Engineering of Hole Transporting Interface by Incorporating the Atomic-Precision Ag6 Nanoclusters for High-Efficiency Blue Perovskite Light-Emitting Diodes

Abstract The property of the underlying hole transport layer (HTL) plays a crucial role in determining the optoelectronic performance of perovskite light-emitting devices (PeLEDs), as their governing abilities in carrier injection and charge transport. However, endowing the current HTL system with a deep highest occupied molecular (HOMO) level concurrent with high hole mobility is still a big challenge, in particular being an open constraint toward high-efficiency blue (range of 460–495 nm) PeLEDs.
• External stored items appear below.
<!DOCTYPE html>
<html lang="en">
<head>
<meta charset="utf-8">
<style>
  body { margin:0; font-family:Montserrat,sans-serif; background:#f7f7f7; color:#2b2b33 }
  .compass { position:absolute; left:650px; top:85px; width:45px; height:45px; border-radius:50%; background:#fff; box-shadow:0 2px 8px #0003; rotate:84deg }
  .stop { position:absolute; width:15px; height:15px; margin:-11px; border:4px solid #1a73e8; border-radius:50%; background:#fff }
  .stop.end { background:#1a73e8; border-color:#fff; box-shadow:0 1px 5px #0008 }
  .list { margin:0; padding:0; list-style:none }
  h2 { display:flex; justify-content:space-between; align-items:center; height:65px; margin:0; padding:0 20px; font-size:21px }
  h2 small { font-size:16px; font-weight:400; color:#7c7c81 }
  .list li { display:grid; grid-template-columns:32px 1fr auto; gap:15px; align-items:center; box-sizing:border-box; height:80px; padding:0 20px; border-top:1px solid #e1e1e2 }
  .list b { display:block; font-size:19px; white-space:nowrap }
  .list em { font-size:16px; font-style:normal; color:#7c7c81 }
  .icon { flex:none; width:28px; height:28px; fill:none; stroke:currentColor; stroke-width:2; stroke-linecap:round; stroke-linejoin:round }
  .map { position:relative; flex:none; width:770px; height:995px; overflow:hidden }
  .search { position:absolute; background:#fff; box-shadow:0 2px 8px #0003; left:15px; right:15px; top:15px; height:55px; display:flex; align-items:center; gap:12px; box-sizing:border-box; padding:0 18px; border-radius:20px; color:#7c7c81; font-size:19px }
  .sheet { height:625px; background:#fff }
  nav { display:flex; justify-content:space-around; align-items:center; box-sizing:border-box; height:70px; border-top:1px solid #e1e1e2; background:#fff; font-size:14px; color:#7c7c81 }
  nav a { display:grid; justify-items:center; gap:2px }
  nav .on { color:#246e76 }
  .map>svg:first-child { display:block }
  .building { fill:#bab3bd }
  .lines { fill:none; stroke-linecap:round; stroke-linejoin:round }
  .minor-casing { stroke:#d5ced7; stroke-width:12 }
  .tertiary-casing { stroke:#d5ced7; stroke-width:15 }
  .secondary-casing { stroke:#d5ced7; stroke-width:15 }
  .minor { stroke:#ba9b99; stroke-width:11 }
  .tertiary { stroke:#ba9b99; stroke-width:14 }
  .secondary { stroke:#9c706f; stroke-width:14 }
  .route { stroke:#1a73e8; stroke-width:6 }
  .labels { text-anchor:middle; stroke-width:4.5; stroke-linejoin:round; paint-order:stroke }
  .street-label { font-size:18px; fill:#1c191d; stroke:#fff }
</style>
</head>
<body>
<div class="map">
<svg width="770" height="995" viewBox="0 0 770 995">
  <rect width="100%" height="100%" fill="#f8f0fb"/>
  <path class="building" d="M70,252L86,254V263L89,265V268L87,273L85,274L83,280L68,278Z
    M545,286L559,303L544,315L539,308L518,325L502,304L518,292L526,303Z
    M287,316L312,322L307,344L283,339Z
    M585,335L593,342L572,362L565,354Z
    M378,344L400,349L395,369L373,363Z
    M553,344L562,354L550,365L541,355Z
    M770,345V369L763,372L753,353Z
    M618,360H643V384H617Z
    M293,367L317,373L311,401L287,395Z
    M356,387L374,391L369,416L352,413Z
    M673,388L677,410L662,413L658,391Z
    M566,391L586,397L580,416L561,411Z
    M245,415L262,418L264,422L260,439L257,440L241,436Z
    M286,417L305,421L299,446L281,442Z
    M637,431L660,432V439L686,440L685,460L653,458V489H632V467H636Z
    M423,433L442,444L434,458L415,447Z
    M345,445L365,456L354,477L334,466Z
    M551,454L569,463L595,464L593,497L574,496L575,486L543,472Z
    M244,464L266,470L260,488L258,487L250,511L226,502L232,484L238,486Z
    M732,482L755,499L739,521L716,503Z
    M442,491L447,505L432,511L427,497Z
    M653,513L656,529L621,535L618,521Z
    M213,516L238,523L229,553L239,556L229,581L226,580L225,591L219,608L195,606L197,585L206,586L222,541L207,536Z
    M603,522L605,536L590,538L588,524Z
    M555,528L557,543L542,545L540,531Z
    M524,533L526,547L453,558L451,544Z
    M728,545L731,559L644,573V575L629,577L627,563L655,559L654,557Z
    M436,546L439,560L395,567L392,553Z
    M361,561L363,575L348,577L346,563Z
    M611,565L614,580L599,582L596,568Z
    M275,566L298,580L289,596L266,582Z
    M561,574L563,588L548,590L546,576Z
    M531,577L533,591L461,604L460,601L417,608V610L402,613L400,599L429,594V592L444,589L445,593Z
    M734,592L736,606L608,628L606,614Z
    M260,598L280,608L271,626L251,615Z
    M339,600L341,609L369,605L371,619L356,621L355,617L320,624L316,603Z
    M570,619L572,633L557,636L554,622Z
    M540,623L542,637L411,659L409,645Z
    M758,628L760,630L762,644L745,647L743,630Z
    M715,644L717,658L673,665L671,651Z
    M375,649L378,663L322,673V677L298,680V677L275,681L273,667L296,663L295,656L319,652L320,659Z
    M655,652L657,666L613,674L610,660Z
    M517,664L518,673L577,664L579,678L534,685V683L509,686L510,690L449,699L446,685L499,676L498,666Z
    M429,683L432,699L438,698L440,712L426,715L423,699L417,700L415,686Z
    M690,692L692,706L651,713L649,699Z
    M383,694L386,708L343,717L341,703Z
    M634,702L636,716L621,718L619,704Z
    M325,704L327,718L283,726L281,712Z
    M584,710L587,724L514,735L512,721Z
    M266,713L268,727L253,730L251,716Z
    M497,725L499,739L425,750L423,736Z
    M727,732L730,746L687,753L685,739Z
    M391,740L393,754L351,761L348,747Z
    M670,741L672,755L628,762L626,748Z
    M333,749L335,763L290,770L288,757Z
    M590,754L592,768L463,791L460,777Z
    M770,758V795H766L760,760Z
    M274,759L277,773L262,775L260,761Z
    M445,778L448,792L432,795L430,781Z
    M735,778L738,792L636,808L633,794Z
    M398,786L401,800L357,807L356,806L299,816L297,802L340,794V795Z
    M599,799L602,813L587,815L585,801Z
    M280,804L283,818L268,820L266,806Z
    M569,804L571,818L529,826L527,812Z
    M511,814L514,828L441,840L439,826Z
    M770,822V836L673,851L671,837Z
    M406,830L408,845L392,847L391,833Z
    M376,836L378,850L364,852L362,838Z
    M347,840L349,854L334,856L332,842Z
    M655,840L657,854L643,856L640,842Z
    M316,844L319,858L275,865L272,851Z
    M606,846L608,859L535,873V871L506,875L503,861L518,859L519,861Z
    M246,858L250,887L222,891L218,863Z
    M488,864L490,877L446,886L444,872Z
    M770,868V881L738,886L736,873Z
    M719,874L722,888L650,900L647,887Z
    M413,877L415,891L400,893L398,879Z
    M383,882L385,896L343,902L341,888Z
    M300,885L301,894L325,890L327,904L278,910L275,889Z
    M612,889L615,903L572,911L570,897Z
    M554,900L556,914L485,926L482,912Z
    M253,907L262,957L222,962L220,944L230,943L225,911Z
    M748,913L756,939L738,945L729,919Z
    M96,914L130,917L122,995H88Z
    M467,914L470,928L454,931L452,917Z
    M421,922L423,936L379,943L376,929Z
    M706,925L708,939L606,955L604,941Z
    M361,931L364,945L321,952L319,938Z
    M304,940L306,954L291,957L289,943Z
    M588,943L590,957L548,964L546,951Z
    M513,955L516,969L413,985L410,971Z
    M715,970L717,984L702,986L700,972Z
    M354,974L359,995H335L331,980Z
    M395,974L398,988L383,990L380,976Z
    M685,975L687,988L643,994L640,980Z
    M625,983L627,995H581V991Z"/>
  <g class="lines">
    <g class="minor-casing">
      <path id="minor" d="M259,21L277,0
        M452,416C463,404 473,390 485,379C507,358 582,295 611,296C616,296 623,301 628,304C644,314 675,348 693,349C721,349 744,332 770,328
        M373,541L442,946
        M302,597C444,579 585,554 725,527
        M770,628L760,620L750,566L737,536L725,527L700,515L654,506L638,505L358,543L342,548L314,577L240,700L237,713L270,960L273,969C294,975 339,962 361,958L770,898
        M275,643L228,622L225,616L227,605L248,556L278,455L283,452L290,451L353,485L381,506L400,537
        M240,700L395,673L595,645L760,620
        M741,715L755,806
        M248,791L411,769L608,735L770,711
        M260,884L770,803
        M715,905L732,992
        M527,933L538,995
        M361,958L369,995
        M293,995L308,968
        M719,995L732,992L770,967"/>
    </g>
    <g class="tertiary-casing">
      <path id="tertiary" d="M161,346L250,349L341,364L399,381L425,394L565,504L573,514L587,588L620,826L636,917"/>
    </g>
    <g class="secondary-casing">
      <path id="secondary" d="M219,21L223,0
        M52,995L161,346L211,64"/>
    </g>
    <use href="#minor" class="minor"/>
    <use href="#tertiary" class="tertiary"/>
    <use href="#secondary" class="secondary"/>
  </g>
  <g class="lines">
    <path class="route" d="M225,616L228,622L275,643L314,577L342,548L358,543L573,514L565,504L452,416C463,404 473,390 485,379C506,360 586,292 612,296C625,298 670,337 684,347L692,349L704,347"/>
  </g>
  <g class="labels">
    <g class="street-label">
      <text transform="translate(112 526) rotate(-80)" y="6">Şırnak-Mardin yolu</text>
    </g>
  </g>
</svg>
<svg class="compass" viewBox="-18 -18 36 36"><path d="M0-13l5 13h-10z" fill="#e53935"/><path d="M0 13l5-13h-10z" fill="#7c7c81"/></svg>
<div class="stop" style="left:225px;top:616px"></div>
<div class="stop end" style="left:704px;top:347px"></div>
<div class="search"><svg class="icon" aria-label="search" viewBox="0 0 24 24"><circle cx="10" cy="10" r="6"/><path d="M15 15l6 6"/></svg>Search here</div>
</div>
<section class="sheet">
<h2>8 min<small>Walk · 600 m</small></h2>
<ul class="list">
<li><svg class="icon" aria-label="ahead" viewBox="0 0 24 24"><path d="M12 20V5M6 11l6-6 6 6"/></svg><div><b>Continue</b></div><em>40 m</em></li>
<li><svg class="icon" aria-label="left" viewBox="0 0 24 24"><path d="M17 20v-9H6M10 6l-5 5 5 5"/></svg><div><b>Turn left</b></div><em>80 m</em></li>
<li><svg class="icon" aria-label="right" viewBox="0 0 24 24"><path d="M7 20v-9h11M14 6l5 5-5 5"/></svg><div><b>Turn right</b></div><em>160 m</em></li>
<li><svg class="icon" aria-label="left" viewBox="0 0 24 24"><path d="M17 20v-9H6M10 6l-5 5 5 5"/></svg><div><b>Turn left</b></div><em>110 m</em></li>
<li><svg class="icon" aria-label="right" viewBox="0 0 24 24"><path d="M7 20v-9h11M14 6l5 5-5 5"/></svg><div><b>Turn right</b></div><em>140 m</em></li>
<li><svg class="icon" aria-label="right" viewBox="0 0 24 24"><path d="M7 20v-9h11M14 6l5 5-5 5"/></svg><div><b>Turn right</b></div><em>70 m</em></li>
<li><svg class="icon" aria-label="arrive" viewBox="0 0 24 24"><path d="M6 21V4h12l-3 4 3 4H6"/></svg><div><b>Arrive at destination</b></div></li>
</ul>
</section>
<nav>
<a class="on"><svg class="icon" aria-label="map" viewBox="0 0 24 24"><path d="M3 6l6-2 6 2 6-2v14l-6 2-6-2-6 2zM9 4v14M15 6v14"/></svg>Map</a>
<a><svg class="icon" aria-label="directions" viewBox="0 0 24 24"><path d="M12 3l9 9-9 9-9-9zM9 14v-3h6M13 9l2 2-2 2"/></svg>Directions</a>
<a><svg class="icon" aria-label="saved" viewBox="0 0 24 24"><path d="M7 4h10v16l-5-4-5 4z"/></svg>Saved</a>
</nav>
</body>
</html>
In this regard, employing the traditional HTL material of poly(9-vinylcarbazole) (PVK) as a model, we perform efficient incorporation of the atomic-precision metal nanoclusters (NCs), [Ag6PL6, PL = (S)-4-Phenylthiazolidine-2-thione], to achieve significant tailoring in both of HOMO energy level (from − 5.8 eV to -5.94 eV) and hole mobility from (2.5×10− 5 to 2.34×10− 4 cm2 V− 1 s− 1), thus realizing the flat-band injection of holes between HTL and emitting layer and a strengthened ability in hole transport. As a result, the as-modified PeLEDs exhibit an external quantum efficiency (EQE) of 12.02% at 488 nm, which is around 1.3 times higher than that of the control device, i.e., 9.48%. The presented study exemplifies the success of metal NCs involved in HTL engineering by deepening the concept of the metallic molecule, and offers a simple while an effective additive strategy to settle the blue PeLEDs HTL dilemma, which paves the way for the fabrication of highly efficient blue PeLEDs.